Say how many lines in the records hold the word "column", and give nothing but that number.

>>>

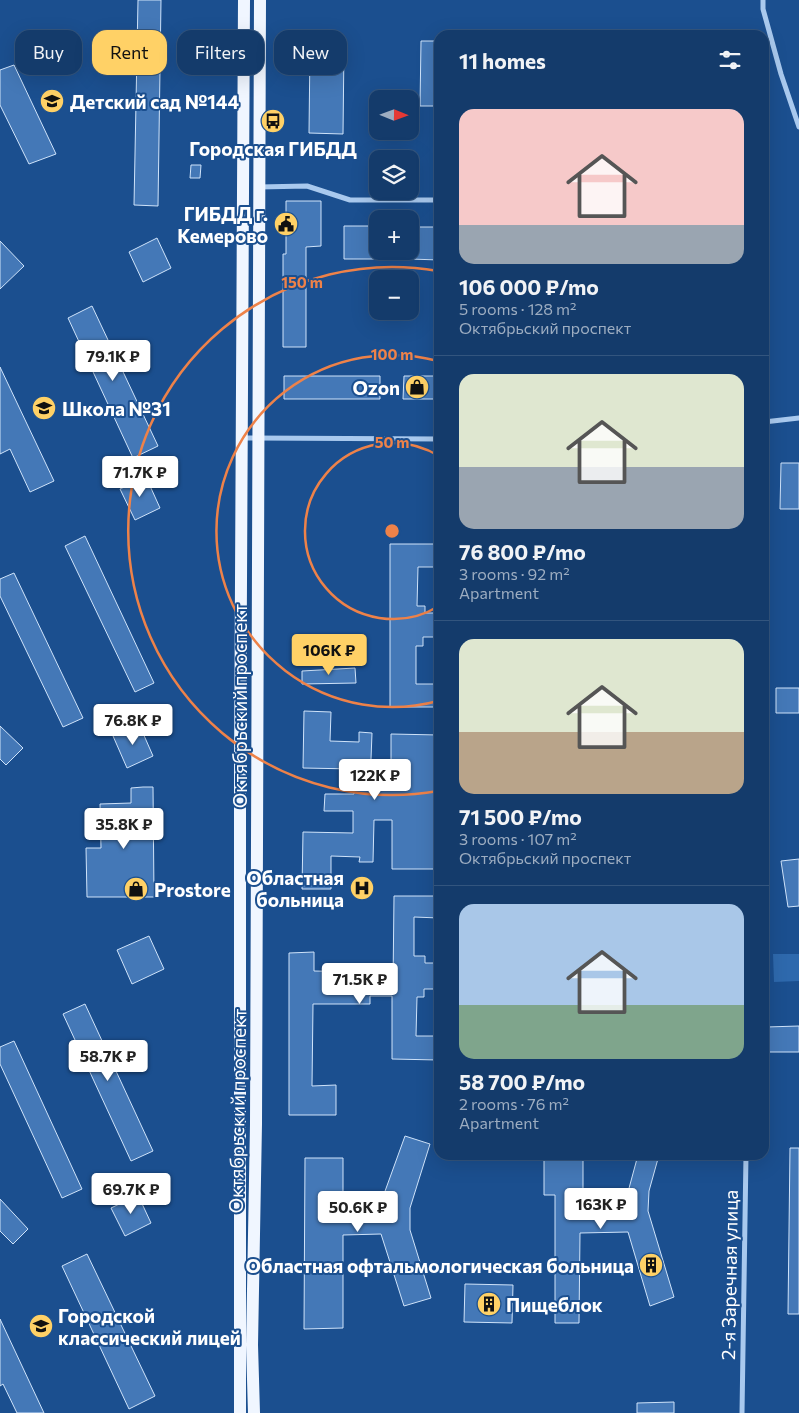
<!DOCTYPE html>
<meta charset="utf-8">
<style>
:root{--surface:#143b6b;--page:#214673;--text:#f1f3f6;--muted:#9dadc1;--line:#33557e;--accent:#ffd166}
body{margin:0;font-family:Commissioner,sans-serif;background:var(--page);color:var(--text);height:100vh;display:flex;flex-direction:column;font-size:19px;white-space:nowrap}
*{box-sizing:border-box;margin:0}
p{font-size:16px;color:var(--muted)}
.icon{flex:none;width:28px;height:28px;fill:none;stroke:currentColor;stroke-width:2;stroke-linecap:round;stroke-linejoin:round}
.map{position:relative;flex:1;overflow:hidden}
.details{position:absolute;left:434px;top:30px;width:335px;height:1130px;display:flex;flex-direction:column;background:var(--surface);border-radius:15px;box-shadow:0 5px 20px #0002,0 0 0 1px var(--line)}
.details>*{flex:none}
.guide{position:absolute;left:15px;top:30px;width:344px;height:45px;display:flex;gap:10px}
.needle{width:32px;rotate:91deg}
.tools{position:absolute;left:369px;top:90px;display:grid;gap:10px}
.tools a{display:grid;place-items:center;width:50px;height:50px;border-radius:10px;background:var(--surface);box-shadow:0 5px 20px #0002,0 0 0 1px var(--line);font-size:25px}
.price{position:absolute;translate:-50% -42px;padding:0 11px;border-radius:5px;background:#fff;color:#222;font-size:16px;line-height:32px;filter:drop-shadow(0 1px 2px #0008)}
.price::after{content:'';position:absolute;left:50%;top:30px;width:15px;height:11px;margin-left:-8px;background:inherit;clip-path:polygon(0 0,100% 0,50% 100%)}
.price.on{background:var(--accent);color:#111}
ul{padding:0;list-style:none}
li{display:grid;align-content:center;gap:10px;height:265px;padding:0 25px}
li+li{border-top:1px solid var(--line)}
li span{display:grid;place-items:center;height:155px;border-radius:15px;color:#555}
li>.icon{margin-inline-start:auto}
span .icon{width:90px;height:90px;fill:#fffc;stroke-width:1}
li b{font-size:21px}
h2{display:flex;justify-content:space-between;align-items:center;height:60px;padding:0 25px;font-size:21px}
.chip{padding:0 18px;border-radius:15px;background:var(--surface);box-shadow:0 5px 20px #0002,0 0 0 1px var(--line);font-size:18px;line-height:45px}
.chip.on{background:var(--accent);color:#111}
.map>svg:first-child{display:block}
.green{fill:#2e69ad}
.building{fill:#4478b7;stroke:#cfe3fa}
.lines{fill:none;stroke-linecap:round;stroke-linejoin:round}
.street{stroke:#a9c9ee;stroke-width:5}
.primary{stroke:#f0f6ff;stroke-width:12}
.ring{fill:none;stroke:#ee8249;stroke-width:2.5}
.labels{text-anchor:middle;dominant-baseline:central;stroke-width:4;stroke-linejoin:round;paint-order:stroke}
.poi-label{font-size:19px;font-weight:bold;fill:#fff;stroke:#1b4f8f;text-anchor:start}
.street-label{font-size:19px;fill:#fff;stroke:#1b4f8f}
.centre{fill:#ee8249;stroke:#1b4f8f;stroke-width:2.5}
.ring-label{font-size:15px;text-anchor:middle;font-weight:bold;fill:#ee8249;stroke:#1b4f8f;stroke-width:4;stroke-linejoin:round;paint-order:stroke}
</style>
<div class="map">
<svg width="799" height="1413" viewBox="0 0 799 1413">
<rect width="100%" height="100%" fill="#1b4f8f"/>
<path class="green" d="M773,954H799V981L774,982Z"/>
<path class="building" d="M138,0H161L158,206L134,205Z
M421,41H439V106H420Z
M310,46H344L343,134L309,133Z
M14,65L56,154L29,164L0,105V70Z
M191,165H201L200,178H190Z
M286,201H321V246L306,247V347H283V254H286Z
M344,226H378V259H344Z
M410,227H439V260L410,259Z
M157,238L171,268L143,282L129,252Z
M0,241L24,266L0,289Z
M92,306L158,446L133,458L68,318Z
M0,367L54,481L30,492L10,449L0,454Z
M284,376H380V399H284Z
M404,376H439V399H403Z
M781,463H799V509H780Z
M146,477L160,508L135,520L120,489Z
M85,536L154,683L135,692L65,546Z
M390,544H438V567H418L417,606H425V613H439V637H423V646H416V684H435V707H390Z
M14,573L83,718L63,727L0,596V579Z
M355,668L356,683L302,684V671Z
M776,688H799V713H776Z
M304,711L331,712L330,741L359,742V732L372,733L370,785H391V734L439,735V869H392V820H374L373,862H359L360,857L331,856V889H302L303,832L353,833V811H324L325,794H354V769L303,768Z
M139,724L153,756L127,768L113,736Z
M0,726L23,748L6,765L0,759Z
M143,787H153L154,897H87L86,848H101L100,804L131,803V788Z
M799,859V906L788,907L781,861Z
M394,896H439V918L414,917V956H425V963H439V989H424V997H417L416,1036H439L438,1060L392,1059V996H370V1004H313L312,1086L336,1085V1115H289V953L314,952V971L369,972V984H393Z
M149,936L164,969L132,984L117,950Z
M85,1004L153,1151L131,1161L63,1014Z
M799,1026V1052H767L766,1027Z
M14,1041L82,1189L62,1198L0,1064V1047Z
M405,1136L430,1144L410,1208V1230L431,1298L404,1306L381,1234L343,1235V1328L304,1329L305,1158H343V1204L380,1205Z
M790,1148H799V1314H788Z
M638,1155H659L649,1191L648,1211L674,1297L650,1306L628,1232L580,1233L579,1323H555V1195H544V1157H583V1203H625Z
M138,1195L151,1223L125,1236L111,1208Z
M0,1199L28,1229L13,1244L0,1231Z
M87,1254L155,1396L129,1409L62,1266Z
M465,1284L513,1285L512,1323L464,1322Z
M0,1319L44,1413H17L3,1384L0,1386Z
M674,1402V1413H637V1403Z"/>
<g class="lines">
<path class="street" d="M763,0V9L781,74L799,127
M259,187L307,186L350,200H439
M764,422L799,418
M242,438L439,439
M742,1413L746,1155"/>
<path class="primary" d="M240,1413V775L244,0
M254,1413L252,1345L256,1124L260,0"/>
</g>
<g class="ring">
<path d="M439 606A88 88 0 1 1 439 456"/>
<path d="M438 701A176 176 0 1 1 438 361"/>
<path d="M438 791A264 264 0 1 1 438 271"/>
</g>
<defs>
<g id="school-disc" transform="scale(1.25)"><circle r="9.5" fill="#ffd166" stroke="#1b4f8f"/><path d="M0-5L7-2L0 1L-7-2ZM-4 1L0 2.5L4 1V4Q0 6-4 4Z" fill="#111"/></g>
<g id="bus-disc" transform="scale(1.25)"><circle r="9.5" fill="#ffd166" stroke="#1b4f8f"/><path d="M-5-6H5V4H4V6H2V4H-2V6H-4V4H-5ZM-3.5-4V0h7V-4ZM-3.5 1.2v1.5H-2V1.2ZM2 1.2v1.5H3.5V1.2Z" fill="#111"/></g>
<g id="civic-disc" transform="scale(1.25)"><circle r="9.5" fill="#ffd166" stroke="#1b4f8f"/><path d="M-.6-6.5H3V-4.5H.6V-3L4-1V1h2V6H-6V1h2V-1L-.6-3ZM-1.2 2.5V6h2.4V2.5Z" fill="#111"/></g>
<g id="shop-disc" transform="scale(1.25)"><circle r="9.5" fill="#ffd166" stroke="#1b4f8f"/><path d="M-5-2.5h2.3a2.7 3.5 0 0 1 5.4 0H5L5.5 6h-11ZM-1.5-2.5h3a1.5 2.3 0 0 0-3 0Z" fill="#111"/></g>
<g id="hospital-disc" transform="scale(1.25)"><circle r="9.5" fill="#ffd166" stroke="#1b4f8f"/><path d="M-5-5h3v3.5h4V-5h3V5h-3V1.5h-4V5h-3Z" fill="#111"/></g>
<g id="building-disc" transform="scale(1.25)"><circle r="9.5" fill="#ffd166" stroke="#1b4f8f"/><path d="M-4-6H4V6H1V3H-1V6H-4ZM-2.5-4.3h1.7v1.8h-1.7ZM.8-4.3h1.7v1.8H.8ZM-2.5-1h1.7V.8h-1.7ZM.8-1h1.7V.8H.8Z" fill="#111"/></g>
</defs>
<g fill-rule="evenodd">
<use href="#school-disc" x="52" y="101"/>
<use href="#bus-disc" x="273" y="121"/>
<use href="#civic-disc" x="286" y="224"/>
<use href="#shop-disc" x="417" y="387"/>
<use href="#school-disc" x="44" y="408"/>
<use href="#hospital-disc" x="362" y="888"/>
<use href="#shop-disc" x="136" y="889"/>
<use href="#building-disc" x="651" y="1265"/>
<use href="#building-disc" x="489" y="1304"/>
<use href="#school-disc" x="41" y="1326"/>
</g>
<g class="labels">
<g class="poi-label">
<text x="70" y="101">Детский сад №144</text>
<text x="273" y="148" text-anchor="middle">Городская ГИБДД</text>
<text x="268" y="213" text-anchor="end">ГИБДД г.<tspan x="268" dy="22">Кемерово</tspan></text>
<text x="400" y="387" text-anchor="end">Ozon</text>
<text x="62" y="408">Школа №31</text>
<text x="344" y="877" text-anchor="end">Областная<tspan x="344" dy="22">больница</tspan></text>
<text x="154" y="889">Prostore</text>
<text x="634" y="1265" text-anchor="end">Областная офтальмологическая больница</text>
<text x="506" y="1304">Пищеблок</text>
<text x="58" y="1315">Городской<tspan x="58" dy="22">классический лицей</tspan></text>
</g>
<g class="street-label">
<text transform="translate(239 706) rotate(-90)">Октябрьский проспект</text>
<text transform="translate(237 1111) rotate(-89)">Октябрьский проспект</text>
<text transform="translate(729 1275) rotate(-89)">2-я Заречная улица</text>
</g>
</g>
<circle cx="392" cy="531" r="8" class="centre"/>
<g class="ring-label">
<text x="302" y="288">150 m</text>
<text x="392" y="360">100 m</text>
<text x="392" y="448">50 m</text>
</g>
</svg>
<div class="tools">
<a><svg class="needle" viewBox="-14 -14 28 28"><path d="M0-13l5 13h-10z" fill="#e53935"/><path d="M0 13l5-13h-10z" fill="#9dadc1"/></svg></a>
<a><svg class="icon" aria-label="layers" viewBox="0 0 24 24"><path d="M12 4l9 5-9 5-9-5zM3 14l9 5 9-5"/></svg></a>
<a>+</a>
<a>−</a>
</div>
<b class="price" style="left:113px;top:382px">79.1K ₽</b>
<b class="price" style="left:140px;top:498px">71.7K ₽</b>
<b class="price on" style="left:329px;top:676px">106K ₽</b>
<b class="price" style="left:133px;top:746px">76.8K ₽</b>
<b class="price" style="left:375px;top:801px">122K ₽</b>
<b class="price" style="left:124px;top:850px">35.8K ₽</b>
<b class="price" style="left:360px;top:1005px">71.5K ₽</b>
<b class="price" style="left:108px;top:1082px">58.7K ₽</b>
<b class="price" style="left:131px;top:1215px">69.7K ₽</b>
<b class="price" style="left:601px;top:1230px">163K ₽</b>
<b class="price" style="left:358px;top:1233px">50.6K ₽</b>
<div class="guide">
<a class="chip">Buy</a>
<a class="chip on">Rent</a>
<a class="chip">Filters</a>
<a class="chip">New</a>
</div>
<section class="details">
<h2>11 homes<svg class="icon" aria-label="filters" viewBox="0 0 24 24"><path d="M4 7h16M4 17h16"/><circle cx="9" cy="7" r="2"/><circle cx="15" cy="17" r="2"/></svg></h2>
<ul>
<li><span style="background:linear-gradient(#f6c9c9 75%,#9aa5b1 0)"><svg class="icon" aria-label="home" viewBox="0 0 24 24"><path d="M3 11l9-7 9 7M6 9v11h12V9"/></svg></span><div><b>106 000 ₽/mo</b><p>5 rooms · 128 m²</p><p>Октябрьский проспект</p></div></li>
<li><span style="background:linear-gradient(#dfe7d0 60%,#9aa5b1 0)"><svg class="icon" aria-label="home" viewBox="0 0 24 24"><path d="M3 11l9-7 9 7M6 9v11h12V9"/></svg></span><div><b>76 800 ₽/mo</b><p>3 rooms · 92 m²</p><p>Apartment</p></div></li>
<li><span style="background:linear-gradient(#dfe7d0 60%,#b9a48a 0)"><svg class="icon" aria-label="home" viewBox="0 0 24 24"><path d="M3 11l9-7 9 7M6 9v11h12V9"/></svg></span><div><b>71 500 ₽/mo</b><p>3 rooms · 107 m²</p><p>Октябрьский проспект</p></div></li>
<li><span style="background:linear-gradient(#a9c7e8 65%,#7fa58c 0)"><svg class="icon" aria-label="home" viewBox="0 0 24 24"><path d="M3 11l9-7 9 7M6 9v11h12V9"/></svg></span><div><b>58 700 ₽/mo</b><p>2 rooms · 76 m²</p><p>Apartment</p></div></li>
</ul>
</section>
</div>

<<<

SOLUTION FOR THIS PROBLEM | 2